The fact that the AI boom is beginning to divide into two distinct issues is another factor. One is training large models. Another is to run them at frightening scale (inference), cheaply, and reliably. AMD and Meta have discussed long-term deployment and “efficient inference compute,” focusing on what will happen once the model is developed and the real world begins bombarding it with billions of requests. Perhaps that’s where Meta’s true strength lies: not only does it have a clever model, but it can also provide it to Instagram and WhatsApp users without destroying their finances each time a user requests a caption.
Even seasoned infrastructure professionals are taken aback by the six-gigawatt figure. It is an electrical identity rather than a cluster. It suggests cooling systems, substations, land transactions, local politics, and those thick, ship-like power cables with ribs.

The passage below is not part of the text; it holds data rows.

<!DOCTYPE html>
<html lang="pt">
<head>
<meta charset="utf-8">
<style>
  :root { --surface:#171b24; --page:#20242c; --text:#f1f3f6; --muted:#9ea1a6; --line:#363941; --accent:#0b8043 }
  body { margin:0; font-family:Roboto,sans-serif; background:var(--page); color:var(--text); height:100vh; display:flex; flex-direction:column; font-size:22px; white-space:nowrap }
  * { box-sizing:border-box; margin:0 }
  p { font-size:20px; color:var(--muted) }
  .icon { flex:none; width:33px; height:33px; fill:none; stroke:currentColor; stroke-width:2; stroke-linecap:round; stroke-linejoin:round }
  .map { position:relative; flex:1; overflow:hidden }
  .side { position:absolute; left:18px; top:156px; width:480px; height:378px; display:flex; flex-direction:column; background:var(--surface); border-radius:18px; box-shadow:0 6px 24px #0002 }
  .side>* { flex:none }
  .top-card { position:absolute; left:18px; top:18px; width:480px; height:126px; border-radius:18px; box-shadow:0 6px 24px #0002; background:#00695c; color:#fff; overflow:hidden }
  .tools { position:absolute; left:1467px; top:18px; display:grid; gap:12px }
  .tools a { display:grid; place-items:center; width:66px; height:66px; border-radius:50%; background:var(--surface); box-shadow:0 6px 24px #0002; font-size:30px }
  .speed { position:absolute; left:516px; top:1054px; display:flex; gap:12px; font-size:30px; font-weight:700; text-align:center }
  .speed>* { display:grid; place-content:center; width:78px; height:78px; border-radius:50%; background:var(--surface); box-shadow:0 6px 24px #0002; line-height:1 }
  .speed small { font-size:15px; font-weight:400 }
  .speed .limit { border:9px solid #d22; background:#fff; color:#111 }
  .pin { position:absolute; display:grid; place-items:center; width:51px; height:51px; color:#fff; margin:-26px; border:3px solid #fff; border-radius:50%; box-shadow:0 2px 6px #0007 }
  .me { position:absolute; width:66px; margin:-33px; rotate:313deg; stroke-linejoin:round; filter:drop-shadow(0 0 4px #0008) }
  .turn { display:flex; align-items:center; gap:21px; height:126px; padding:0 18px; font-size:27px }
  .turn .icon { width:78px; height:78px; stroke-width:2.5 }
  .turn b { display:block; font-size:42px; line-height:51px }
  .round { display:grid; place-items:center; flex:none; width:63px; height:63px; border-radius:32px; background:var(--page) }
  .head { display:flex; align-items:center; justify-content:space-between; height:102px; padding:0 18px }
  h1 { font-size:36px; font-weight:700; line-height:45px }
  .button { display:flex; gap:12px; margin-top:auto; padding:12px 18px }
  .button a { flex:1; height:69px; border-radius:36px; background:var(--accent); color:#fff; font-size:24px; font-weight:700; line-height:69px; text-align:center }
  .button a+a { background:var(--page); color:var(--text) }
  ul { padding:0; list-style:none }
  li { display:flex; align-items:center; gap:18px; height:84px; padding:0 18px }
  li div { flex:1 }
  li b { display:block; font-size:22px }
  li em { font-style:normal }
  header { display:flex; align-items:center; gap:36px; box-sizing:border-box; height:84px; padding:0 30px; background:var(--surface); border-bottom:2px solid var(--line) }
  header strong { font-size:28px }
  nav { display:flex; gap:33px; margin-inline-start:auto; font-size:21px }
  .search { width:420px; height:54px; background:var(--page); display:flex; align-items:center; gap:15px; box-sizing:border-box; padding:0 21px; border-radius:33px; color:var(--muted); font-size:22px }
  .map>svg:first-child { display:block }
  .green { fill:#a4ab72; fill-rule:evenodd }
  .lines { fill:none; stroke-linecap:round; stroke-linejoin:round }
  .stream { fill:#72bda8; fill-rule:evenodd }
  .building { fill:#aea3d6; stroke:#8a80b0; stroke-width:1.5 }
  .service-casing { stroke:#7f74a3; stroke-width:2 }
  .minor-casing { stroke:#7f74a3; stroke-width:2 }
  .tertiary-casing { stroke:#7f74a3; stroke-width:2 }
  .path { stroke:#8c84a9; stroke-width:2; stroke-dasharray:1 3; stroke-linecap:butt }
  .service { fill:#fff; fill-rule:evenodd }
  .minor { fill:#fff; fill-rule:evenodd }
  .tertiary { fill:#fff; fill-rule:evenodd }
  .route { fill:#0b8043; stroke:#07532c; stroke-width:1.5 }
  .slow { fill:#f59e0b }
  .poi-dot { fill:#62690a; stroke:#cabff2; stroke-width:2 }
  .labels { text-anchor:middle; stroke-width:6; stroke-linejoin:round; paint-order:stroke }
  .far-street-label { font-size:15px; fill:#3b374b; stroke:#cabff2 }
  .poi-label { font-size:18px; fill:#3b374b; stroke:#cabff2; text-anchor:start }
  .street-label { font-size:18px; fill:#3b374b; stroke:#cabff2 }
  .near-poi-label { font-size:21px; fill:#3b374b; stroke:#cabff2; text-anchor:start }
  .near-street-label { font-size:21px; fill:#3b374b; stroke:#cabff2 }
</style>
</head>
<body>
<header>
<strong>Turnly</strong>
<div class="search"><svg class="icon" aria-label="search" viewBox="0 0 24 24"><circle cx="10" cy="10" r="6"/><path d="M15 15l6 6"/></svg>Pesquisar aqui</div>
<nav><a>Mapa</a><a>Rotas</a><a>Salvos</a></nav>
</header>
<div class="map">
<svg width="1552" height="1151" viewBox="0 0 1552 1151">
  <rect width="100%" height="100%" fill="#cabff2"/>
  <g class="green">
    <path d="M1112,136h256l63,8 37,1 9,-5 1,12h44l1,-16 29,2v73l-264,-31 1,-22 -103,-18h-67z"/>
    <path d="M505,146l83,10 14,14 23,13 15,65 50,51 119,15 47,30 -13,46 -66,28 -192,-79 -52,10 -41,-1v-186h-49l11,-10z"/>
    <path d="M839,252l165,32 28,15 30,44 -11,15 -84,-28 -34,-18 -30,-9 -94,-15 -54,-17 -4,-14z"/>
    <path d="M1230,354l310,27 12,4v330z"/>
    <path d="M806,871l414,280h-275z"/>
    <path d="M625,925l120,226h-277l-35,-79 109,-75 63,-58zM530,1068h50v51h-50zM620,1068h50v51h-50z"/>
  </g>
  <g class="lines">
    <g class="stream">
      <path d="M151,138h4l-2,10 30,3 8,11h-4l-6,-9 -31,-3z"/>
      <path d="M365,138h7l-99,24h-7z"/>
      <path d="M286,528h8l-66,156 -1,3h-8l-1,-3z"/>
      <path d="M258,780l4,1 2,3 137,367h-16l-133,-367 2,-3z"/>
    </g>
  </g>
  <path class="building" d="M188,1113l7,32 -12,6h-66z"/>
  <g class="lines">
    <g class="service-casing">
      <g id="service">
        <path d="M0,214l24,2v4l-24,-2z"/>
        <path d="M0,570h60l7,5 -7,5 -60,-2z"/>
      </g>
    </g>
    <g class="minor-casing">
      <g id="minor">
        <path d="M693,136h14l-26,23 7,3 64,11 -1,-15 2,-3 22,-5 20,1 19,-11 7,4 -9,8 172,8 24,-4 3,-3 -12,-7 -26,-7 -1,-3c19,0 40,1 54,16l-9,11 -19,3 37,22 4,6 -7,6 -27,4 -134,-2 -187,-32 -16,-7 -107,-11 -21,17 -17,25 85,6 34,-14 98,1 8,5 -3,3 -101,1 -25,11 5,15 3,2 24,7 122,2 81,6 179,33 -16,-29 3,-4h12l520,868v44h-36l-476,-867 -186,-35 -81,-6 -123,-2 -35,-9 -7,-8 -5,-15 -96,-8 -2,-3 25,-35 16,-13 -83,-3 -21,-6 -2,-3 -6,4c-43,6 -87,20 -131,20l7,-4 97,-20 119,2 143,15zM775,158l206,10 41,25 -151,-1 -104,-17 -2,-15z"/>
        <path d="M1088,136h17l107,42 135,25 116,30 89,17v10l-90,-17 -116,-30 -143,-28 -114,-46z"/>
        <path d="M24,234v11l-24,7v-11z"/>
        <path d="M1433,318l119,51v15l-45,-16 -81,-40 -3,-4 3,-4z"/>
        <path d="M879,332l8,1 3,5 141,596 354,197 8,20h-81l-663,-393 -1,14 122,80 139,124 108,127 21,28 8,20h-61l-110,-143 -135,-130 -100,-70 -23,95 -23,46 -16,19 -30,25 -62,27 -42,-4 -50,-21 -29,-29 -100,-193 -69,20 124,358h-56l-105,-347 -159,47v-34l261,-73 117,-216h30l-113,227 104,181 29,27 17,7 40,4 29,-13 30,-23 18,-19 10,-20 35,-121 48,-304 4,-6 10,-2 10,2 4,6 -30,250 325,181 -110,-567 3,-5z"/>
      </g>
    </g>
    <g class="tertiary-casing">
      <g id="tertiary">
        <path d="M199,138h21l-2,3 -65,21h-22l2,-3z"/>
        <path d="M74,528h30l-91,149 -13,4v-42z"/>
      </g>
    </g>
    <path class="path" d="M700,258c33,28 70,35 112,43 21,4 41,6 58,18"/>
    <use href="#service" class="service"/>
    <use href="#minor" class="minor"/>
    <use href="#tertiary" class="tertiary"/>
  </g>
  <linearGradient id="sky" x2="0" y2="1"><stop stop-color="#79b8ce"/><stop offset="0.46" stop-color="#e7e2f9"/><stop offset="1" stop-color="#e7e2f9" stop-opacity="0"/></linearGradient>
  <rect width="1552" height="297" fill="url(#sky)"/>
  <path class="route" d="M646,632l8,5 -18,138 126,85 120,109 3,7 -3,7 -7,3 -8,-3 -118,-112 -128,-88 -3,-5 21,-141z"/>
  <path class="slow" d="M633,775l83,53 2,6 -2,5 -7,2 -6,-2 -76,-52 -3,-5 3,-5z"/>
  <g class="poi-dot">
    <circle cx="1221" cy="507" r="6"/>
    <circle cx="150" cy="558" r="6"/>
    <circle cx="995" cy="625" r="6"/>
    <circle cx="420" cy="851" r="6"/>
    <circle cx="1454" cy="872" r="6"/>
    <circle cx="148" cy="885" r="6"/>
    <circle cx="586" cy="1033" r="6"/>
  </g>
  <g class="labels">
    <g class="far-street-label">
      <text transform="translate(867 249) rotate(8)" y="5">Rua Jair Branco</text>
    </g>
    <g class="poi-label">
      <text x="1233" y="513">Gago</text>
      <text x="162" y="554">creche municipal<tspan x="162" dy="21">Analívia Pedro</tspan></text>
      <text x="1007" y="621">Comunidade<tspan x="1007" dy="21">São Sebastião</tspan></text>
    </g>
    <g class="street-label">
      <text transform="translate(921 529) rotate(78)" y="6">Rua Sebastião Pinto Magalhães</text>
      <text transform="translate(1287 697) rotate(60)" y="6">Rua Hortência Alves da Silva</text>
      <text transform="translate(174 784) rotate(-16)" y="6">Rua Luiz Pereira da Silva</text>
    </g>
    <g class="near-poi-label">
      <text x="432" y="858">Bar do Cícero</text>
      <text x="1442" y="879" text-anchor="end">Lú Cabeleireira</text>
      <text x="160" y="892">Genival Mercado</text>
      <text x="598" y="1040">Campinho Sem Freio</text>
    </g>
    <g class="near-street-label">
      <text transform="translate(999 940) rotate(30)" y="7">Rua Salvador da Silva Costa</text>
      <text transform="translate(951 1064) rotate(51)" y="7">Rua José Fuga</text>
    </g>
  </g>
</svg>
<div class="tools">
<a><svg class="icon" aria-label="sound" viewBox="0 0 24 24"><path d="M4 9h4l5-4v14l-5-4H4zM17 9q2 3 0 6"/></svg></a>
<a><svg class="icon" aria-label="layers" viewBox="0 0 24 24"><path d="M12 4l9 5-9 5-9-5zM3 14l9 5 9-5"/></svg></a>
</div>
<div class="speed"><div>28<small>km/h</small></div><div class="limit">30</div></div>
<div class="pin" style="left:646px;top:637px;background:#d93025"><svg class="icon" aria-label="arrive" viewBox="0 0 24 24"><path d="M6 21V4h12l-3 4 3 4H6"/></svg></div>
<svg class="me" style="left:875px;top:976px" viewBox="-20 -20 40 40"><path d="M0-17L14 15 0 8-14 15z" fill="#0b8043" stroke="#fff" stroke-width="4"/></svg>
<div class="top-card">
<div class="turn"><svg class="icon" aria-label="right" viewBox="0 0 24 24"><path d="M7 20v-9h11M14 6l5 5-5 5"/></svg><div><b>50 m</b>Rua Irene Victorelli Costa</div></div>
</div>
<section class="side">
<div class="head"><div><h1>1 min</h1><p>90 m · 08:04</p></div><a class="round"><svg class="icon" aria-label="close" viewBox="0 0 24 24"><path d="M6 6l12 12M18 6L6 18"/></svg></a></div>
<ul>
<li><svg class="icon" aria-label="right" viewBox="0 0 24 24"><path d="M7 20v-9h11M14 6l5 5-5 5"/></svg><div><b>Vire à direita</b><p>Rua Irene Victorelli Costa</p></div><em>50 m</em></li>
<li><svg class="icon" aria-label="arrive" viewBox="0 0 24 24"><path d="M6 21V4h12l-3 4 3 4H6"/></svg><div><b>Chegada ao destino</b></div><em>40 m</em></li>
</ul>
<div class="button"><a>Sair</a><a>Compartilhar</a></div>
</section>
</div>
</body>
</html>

A subtly provocative indication is also conveyed by dedicating that much capacity to AMD silicon: Meta believes AMD’s Instinct line is strong enough to be more than a backup option. With performance and technical benchmarks built in, Reuters linked the agreement to AMD’s impending MI450 hardware and larger CPU projects. That particular detail is significant because it implies co-engineering rather than impulsive buying.
Additionally, there is a defensive reasoning that seems very 2026. With real-time corporate alliance formation, export restrictions, and national subsidies, the AI supply chain has turned into a geopolitical object. One vendor, even a well-liked one, becomes a single point of failure when you bet on them.
Furthermore, it’s still unclear if the next “shortage” will be in power transformers, memory bandwidth, networking equipment, GPUs, or just engineers who know how to wire these systems without melting them. Although using multiple vendors increases Meta’s flexibility in the event that something unavoidably breaks, it does not completely eliminate risk.
For its part, Nvidia isn’t doing nothing. Reuters reported a Meta deal where Nvidia supplies CPUs independently of GPUs, and Jensen Huang has been publicly preparing investors for a more intense battle in CPUs, promoting the idea that AI deployment will rely more heavily on CPU horsepower than many had anticipated.
By claiming ownership of the rack rather than just the accelerator, Nvidia appears to be attempting to expand the battlefield. Accordingly, Meta’s AMD move appears to be a proactive rejection of allowing any one company to define the entire stack.
However, the underlying message that everyone is spending as if the AI era has no limits is what makes the moment feel tense. That assurance might be warranted, or it might turn out to be the overbuild that tech occasionally employs when the narrative is too strong to ignore.
It’s hard to ignore how industrial this has become when you see how rapidly Meta is investing in physical infrastructure—contracts measured in gigawatts, budgets measured in hundreds of billions. The switch from Nvidia to AMD is not the only one. It’s from the “move fast” culture to the power-plant culture, where a defective transformer cannot be fixed with a patch.
Why, then, did Zuckerberg “trade” AMD for Nvidia? Because leverage is the only language that works when demand is this crowded, because inference economics is becoming a knife fight, and because Meta wants more compute than any one supplier can comfortably promise. It might not even be a judgment on Nvidia’s technology, which is the crazy part. Meta may be publicly acknowledging that ideas are no longer the most valuable resource in AI. Its capacity.